Figure 5 illustrates the progression of rewards as the agent continues to learn. As training progresses, the reward value acquired by the agent rises. At 500 training episodes, the reward of the agent stabilizes.
5.3. SHA for Highway Lane Changing
Based on the highway scenario constructed by Carla, we construct the corresponding SHA model and verify its safety using the tool UPPAAL. The version of UPPAAL we are using is 5.1.0.
Figure 6 shows the SHA model for the lane change overtaking scenario.
We use the UPPAAL tool in conjunction with PCTL safety specifications to perform verification and analysis of the SHA model. We present a subset of the property verification results, as illustrated in
Figure 7.
Next, we analyze its property P1 in detail. P1 represents the probability of safety for an autonomous vehicle when the distance to the preceding vehicle exceeds 100 units. The unit of 100 is denoted in meters.
Figure 8 indicates that we obtain a confidence interval of [0.607081, 0.704599] after 382 simulations, where the confidence level is 0.66. The safety of the autonomous vehicle is acceptable when the distance between the autonomous vehicle and the vehicle in front of it is greater than 100 m. We verify whether the probability of this safety property meets the given probability threshold, and when the verification passes, it indicates that the safety of the autonomous vehicle is guaranteed.
We compare the obtained probability with a given threshold probability value. When the obtained probability exceeds the threshold value, it indicates that the decision is deemed safe.
6. Conclusions
In order to enhance the intelligence of the ADS, this paper proposes a behavior safety decision-making method based on DDPG and its verification approach. To improve decision-making accuracy, we have appropriately configured the reward function. By implementing rational rewards and penalties, we encourage the autonomous vehicle to drive as close to the center of the road as possible and reach its destination efficiently, while allowing lane change maneuvers when necessary to avoid collisions with surrounding vehicles. To ensure the safety of the decisions, this study constructs a SHA model that integrates autonomous driving scenarios with decision outcomes. Based on experimental results, the proposed method effectively enhances the intelligence of the ADS, thereby ensuring the safety of the autonomous vehicle.

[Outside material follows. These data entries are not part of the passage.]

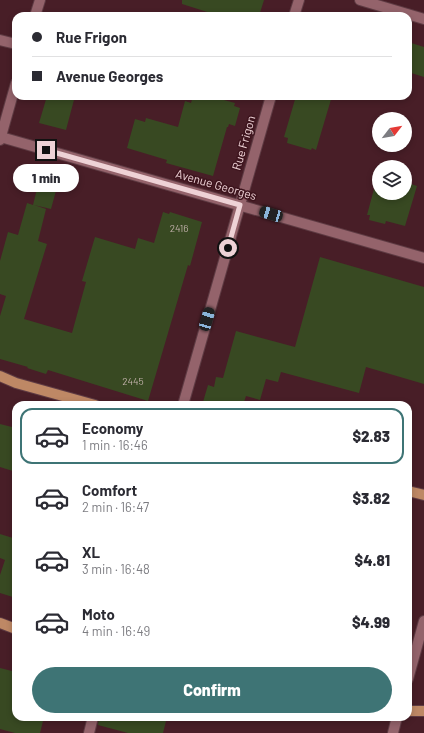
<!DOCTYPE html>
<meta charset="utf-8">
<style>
:root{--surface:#fff;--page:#f2f2f3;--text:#2b2b33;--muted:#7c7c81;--line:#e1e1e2;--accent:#3e7475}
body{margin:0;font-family:Barlow,sans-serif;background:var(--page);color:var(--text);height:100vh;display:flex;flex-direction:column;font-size:15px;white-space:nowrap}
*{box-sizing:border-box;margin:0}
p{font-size:13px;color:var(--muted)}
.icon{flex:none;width:22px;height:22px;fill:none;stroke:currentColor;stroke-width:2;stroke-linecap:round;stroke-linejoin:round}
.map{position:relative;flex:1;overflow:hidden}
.side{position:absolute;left:12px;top:401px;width:400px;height:320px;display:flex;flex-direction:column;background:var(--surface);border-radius:12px;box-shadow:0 2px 6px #0003}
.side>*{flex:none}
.top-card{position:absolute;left:12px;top:12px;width:400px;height:88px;border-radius:12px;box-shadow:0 2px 6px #0003;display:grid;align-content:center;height:88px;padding:0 20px;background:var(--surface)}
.needle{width:26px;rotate:59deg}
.fabs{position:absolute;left:372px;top:112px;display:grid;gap:8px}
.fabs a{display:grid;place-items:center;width:40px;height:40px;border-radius:50%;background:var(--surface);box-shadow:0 2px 6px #0003;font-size:20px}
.end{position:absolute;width:18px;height:18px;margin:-9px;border:5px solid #eed2d6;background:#111;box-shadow:0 0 0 2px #111}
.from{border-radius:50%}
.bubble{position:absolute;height:28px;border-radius:14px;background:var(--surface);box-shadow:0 2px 6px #0003;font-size:13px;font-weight:800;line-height:28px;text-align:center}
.car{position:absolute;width:12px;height:24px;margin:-12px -6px;border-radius:5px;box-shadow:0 0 3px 1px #0007;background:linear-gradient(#222 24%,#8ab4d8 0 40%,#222 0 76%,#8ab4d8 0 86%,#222 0)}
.top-card b{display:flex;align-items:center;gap:14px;height:38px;font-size:15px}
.top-card b+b{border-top:1px solid var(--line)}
.top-card i{width:10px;height:10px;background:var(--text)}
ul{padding:7px 0 0;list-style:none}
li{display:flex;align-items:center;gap:12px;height:56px;margin:0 8px 6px;padding:0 12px;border:2px solid transparent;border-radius:12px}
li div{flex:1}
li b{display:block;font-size:15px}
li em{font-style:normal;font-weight:800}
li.active{border-color:var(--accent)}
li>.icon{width:36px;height:36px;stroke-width:1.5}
.primary-button{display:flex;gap:8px;margin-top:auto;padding:8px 20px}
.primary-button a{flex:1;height:46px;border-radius:24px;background:var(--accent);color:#fff;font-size:16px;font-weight:800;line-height:46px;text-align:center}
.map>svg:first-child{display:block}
</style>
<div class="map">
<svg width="424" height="733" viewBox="0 0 424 733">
<rect width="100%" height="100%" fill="#481e27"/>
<g fill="#384922">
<polygon points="182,0 264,0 259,16 220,16 182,4"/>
<polygon points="408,42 424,47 424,77 408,72"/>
<polygon points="47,96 75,96 66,130 39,123"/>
<polygon points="193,96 209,96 235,103 234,106 240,108 235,126 229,124 228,127 227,127 213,176 166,163 167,160 127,148 135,119 145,122 146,118 178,127 185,101 191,103"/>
<polygon points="296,96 332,96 316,150 312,148 311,150 287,143 288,138 284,137"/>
<polygon points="378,174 379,193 405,193 405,182 417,186 405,226 386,221 385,224 369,220 370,215 367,215"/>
<polygon points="39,181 57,187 51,209 34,205 46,209 38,241 47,244 24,319 72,333 86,282 82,281 95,237 135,249 138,238 154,243 163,212 169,214 170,212 202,222 190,266 188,265 148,401 48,370 46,374 27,368 28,367 0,359 0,316 6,296 0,294 0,261 8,232 18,235 27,203 33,205"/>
<polygon points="320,257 424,287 424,384 366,367 359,393 281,372 278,382 266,379 260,400 246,396 243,405 212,405 203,402 208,385 214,387 216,377 223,378 236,331 295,347"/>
<polygon points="0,424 16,428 16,472 0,467"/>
<polygon points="0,534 13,538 13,537 16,537 16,598 0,593 0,575 5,560 0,558"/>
<polygon points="0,668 16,672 16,717 44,717 40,733 15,733 0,729"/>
<polygon points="99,717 167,717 163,733 128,733 98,725"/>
</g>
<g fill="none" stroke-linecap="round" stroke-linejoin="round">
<g stroke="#5e3b43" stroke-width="12">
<g id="minor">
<polyline points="360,0 424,19"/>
<polyline points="35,16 40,0"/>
<polyline points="294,16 299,0"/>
<polyline points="0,40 16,44"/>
<polyline points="1,137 424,258"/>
<polyline points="0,140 16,83"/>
<polyline points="183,405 271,96"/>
<polyline points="408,679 424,621"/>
<polyline points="89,733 93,717"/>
<polyline points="393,733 397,717"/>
</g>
</g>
<g stroke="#5e3b43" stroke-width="12">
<g id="major">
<polyline points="0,376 16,383 95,405"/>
<polyline points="408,491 424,495"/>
<polyline points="0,623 16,629"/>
<polyline points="408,711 424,711"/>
</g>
</g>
<use href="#minor" stroke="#94636b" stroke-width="10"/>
<use href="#major" stroke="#be8865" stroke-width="10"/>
</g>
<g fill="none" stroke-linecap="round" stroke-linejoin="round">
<polyline stroke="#eed2d6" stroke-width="5" points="46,150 240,205 228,248"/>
</g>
<g text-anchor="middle" stroke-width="3" stroke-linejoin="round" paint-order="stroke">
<g font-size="10" fill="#c0b0a9">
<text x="179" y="232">2416</text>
<text x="133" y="385">2445</text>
</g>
<g font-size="12" fill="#eed2d6" stroke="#3d141d">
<text transform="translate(244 143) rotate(-74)" y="4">Rue Frigon</text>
<text transform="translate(216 185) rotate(16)" y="4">Avenue Georges</text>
</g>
</g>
</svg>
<div class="fabs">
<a><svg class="needle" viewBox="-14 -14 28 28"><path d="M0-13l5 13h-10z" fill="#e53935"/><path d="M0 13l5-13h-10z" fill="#7c7c81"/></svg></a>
<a><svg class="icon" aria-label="layers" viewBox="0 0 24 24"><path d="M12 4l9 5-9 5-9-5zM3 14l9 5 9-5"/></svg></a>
</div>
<i class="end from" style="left:228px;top:248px"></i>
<i class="end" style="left:46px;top:150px"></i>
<div class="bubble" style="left:13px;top:164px;width:66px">1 min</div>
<i class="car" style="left:271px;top:214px;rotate:286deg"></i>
<i class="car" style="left:207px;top:319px;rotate:16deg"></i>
<div class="top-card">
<b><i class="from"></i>Rue Frigon</b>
<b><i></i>Avenue Georges</b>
</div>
<section class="side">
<ul>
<li class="active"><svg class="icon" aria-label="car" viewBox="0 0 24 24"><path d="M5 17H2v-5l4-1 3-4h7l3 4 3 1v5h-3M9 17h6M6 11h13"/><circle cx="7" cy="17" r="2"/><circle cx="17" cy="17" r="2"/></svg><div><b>Economy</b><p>1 min · 16:46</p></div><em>$2.83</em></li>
<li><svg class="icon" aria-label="car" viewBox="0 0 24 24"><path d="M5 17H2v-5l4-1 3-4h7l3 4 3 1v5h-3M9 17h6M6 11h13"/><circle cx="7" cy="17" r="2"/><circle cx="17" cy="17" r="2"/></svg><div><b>Comfort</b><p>2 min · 16:47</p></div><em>$3.82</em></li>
<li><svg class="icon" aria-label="car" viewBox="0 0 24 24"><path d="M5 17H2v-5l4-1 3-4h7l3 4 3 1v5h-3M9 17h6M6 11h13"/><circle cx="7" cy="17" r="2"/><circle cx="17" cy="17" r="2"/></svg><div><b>XL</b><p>3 min · 16:48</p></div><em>$4.81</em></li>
<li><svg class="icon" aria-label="car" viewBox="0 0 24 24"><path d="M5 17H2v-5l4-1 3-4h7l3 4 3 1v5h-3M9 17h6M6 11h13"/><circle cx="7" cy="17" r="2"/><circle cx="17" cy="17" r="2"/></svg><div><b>Moto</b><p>4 min · 16:49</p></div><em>$4.99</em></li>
</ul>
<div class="primary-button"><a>Confirm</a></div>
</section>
</div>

In future work, we will focus on the following areas. We have constructed an environmental model using rule-based formal methods to guide the reward function in RL, thereby enhancing the interpretability of the algorithm. This study focuses primarily on highway scenarios, and there is a lack of reliable research on more complex environments, such as intersections and urban areas with high traffic density. Therefore, we will consider scenarios with greater uncertainty in our future work. We are even considering conducting experiments in real-world settings, such as closed-off road sections, to further validate our approach. Regarding comfort, we will not only address the lateral control of the vehicle but also incorporate longitudinal control, implementing more refined speed-based rewards to enable more intelligent decision-making. PCTL is capable of expressing complex safety constraints. However, it suffers from scalability issues in complex and uncertain environments. To address this, we can employ MDP or finite temporal models for verification, which can enhance its scalability.